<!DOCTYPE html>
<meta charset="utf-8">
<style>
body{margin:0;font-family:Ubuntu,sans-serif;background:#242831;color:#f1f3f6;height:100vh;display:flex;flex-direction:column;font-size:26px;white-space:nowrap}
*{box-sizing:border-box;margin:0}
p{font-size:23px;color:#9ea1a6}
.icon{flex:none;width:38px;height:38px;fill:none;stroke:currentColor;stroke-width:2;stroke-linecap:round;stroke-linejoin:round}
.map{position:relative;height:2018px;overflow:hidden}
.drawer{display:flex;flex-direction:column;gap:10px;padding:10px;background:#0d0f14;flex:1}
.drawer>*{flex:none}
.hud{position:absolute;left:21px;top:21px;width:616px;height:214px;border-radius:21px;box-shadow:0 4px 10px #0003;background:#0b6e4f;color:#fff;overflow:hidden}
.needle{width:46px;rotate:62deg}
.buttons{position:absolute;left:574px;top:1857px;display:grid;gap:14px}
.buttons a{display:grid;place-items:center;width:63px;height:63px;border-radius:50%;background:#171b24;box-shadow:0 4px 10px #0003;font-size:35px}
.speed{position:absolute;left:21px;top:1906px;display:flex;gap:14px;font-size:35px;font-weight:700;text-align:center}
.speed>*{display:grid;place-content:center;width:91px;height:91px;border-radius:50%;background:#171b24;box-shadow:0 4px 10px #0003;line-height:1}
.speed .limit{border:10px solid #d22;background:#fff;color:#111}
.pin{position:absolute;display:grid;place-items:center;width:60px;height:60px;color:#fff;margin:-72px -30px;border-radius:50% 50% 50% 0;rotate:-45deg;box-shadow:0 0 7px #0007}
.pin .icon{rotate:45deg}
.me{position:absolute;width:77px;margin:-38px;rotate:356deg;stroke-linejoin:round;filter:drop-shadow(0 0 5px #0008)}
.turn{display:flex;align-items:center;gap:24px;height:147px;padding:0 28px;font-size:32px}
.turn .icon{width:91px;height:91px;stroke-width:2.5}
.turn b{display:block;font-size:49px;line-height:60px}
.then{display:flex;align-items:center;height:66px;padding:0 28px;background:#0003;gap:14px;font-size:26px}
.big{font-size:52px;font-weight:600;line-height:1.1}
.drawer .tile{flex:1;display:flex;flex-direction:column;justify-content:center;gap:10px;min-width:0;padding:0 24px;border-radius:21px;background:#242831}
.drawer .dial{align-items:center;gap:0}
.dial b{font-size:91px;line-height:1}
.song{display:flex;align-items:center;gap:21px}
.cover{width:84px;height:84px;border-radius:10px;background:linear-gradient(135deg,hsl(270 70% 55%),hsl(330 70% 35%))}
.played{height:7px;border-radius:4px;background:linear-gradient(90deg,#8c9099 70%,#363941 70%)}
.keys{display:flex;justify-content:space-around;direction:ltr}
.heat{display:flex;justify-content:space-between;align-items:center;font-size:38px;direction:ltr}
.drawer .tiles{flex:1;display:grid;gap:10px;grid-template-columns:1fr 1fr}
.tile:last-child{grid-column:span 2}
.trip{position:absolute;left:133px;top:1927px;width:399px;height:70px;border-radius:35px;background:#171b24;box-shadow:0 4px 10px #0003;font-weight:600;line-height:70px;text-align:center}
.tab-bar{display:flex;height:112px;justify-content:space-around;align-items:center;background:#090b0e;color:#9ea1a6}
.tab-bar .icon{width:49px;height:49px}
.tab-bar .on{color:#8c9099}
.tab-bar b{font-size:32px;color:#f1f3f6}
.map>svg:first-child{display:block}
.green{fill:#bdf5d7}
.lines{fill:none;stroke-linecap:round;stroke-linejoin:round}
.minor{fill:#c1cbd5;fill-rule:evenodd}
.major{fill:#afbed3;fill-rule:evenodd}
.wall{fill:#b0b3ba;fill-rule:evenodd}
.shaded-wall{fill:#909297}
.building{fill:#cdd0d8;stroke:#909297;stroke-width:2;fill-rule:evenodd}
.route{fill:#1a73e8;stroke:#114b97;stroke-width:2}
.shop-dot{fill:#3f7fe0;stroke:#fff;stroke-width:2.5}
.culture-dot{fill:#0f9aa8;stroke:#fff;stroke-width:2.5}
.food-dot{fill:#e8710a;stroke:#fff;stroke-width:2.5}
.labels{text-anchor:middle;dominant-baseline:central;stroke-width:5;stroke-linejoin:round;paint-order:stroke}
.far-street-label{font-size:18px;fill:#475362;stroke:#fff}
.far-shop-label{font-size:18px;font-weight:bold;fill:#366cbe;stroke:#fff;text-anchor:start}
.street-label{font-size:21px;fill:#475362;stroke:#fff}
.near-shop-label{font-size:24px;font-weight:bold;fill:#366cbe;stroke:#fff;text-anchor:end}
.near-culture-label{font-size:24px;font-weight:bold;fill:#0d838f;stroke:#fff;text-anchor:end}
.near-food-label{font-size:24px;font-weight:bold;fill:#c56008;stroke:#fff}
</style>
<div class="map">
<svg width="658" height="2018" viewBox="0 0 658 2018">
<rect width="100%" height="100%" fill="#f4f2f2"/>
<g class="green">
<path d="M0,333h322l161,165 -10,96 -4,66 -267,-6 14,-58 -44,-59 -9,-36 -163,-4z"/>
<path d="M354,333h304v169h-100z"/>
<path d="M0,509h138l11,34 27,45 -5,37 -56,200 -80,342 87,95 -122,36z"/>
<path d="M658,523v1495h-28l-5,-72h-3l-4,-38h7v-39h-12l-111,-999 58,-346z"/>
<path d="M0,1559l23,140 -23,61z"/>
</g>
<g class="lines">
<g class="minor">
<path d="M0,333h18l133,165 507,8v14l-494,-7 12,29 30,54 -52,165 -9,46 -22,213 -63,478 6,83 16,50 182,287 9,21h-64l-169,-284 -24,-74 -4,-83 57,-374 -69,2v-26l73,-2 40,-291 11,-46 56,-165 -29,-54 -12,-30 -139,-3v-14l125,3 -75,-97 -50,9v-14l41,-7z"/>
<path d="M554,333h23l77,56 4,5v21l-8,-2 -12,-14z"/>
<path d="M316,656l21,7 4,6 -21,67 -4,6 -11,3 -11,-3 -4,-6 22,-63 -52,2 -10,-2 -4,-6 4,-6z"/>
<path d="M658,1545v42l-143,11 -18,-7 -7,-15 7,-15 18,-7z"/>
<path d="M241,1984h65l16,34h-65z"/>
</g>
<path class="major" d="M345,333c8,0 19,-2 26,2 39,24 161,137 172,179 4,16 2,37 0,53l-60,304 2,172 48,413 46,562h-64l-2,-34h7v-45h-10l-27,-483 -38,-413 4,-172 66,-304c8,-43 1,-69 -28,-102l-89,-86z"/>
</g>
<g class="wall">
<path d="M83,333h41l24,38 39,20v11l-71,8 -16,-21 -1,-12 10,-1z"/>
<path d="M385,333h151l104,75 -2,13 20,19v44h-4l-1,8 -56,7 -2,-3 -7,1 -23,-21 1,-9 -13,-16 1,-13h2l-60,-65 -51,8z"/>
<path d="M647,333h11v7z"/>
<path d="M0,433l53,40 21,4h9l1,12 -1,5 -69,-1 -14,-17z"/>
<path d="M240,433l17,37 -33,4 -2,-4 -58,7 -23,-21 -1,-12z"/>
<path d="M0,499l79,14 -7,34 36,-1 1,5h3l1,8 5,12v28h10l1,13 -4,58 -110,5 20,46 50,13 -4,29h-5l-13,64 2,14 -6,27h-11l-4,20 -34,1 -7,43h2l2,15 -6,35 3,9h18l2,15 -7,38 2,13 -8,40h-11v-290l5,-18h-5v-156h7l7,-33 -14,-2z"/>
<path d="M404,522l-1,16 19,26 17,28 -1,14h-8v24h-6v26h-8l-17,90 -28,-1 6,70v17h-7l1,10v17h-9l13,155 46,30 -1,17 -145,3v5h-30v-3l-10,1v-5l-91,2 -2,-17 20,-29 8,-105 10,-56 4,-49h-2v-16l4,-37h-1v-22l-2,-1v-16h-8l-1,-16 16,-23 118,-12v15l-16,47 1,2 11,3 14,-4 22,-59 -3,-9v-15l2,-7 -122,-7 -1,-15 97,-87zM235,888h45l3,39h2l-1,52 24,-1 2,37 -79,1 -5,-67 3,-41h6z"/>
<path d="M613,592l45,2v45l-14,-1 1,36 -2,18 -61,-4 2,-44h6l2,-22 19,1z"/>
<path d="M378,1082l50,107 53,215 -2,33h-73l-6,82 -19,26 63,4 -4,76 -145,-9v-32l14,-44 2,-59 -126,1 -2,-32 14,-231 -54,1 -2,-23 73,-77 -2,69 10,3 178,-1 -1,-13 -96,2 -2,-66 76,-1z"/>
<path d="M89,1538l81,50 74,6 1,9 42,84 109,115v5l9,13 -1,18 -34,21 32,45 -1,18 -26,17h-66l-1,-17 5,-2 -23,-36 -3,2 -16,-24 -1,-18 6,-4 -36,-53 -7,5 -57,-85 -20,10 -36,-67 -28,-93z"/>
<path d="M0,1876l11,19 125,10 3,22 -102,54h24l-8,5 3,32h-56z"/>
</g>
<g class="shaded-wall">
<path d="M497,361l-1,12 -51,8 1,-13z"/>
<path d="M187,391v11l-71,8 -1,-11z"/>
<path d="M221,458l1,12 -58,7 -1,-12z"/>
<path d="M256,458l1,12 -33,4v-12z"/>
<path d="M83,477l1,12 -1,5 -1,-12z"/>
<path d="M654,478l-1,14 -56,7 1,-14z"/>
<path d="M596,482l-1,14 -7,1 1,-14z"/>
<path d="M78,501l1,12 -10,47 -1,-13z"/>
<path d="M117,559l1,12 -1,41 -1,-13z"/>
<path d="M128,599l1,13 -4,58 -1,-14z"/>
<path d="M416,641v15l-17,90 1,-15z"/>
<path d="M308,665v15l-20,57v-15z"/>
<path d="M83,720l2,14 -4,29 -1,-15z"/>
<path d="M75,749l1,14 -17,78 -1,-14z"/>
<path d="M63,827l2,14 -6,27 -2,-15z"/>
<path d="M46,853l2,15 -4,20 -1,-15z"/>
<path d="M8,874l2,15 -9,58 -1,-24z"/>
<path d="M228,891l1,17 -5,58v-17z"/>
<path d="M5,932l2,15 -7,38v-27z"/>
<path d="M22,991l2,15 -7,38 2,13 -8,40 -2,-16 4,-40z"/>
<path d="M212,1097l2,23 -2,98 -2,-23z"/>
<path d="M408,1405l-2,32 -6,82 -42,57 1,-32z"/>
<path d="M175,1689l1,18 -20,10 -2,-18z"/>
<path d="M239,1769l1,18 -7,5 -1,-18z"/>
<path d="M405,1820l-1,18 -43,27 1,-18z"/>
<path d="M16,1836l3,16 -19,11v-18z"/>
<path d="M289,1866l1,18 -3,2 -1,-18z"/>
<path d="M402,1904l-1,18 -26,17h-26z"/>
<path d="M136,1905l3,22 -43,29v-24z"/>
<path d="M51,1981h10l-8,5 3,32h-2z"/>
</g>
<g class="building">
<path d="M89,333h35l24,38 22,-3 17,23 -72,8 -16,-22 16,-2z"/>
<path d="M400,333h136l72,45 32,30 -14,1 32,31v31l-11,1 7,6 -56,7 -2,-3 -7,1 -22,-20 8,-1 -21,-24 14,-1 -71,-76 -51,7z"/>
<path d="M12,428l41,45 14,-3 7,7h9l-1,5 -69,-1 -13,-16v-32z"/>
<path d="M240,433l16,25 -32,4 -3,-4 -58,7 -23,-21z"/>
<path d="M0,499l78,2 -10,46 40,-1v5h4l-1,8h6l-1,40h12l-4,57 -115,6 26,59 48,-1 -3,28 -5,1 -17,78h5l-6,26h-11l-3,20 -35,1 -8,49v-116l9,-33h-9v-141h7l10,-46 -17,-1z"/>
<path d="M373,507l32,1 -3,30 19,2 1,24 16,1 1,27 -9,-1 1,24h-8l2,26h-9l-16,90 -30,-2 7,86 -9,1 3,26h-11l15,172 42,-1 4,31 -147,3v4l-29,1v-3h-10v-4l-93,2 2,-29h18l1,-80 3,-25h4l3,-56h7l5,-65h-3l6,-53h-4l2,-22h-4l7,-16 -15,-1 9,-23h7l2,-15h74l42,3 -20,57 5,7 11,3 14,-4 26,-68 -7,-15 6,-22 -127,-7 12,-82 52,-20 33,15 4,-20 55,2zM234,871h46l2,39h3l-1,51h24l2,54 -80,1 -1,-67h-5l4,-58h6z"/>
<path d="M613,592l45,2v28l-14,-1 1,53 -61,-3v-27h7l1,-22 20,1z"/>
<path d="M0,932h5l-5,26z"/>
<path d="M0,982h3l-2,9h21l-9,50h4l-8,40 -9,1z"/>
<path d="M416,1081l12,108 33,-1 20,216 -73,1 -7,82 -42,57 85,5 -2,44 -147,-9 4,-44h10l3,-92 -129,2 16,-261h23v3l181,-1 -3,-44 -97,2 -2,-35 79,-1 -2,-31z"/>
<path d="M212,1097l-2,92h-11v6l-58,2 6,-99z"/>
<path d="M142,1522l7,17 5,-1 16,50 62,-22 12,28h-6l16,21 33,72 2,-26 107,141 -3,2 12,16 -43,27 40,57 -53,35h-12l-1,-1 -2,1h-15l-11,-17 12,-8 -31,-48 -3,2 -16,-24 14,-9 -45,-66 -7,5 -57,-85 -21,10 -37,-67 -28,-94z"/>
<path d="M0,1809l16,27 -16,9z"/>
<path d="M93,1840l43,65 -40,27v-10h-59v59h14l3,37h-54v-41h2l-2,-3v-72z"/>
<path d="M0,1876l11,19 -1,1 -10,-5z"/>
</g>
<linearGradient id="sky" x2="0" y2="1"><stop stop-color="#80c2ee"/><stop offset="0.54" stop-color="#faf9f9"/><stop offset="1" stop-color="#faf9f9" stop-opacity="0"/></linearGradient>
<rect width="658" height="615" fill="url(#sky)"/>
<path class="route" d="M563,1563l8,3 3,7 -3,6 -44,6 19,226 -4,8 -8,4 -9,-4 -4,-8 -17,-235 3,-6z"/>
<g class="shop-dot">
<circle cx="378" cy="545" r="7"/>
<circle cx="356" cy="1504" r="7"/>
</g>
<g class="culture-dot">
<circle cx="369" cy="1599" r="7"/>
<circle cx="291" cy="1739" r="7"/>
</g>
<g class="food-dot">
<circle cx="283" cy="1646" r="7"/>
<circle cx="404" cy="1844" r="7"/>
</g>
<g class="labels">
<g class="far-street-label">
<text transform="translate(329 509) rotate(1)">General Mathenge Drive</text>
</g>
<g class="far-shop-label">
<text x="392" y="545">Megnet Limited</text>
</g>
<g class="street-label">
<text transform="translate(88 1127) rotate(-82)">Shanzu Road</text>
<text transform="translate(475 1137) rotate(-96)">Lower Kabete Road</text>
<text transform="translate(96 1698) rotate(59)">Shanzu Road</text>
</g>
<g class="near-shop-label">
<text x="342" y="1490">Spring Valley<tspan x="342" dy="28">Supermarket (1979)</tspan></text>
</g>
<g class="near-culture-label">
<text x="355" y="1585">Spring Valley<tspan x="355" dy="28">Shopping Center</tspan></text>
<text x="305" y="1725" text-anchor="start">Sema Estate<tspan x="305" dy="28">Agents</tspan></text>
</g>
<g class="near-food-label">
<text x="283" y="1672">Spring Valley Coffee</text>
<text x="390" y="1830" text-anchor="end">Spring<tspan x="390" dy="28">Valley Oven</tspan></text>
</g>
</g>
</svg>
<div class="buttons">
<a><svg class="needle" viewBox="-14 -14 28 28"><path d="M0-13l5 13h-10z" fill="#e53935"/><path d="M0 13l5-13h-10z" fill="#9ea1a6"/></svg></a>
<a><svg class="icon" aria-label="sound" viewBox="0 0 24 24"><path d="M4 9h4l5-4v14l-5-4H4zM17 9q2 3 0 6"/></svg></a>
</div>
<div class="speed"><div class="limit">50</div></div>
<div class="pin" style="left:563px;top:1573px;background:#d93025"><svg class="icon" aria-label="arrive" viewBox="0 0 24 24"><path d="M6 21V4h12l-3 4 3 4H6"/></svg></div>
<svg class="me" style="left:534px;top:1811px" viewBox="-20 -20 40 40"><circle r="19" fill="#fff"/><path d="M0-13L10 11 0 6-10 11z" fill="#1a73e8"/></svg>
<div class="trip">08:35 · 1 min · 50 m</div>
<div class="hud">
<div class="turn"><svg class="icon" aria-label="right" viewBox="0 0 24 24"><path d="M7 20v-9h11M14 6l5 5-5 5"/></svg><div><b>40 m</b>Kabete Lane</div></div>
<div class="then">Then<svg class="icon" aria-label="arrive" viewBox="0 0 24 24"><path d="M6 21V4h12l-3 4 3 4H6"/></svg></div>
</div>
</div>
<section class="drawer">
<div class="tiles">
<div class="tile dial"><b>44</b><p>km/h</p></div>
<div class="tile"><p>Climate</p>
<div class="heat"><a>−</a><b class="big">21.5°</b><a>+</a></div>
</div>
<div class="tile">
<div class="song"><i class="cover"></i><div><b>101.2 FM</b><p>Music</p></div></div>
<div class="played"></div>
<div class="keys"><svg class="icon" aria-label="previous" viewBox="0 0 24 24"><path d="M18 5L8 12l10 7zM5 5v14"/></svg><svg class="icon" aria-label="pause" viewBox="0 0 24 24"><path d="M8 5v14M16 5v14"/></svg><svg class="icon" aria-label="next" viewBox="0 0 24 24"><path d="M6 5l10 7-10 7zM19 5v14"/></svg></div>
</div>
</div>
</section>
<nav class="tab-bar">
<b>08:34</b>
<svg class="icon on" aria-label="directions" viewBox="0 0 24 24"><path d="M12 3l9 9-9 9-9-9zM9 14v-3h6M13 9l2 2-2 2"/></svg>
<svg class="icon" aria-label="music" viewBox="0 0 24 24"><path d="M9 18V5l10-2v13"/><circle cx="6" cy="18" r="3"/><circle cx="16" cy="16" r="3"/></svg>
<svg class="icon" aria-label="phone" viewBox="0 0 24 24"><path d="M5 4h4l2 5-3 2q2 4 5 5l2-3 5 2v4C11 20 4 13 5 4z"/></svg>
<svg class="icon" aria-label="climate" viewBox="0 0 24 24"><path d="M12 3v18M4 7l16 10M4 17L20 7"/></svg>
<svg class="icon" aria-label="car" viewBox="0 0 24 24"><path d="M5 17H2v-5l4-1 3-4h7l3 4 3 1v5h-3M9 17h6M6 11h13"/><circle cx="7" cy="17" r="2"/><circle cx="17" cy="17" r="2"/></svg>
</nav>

=-=-=-=-=

**Aim of the exercise:** If a line in the records contains "keys", report it.

**Result below:**
.keys{display:flex;justify-content:space-around;direction:ltr}
<div class="keys"><svg class="icon" aria-label="previous" viewBox="0 0 24 24"><path d="M18 5L8 12l10 7zM5 5v14"/></svg><svg class="icon" aria-label="pause" viewBox="0 0 24 24"><path d="M8 5v14M16 5v14"/></svg><svg class="icon" aria-label="next" viewBox="0 0 24 24"><path d="M6 5l10 7-10 7zM19 5v14"/></svg></div>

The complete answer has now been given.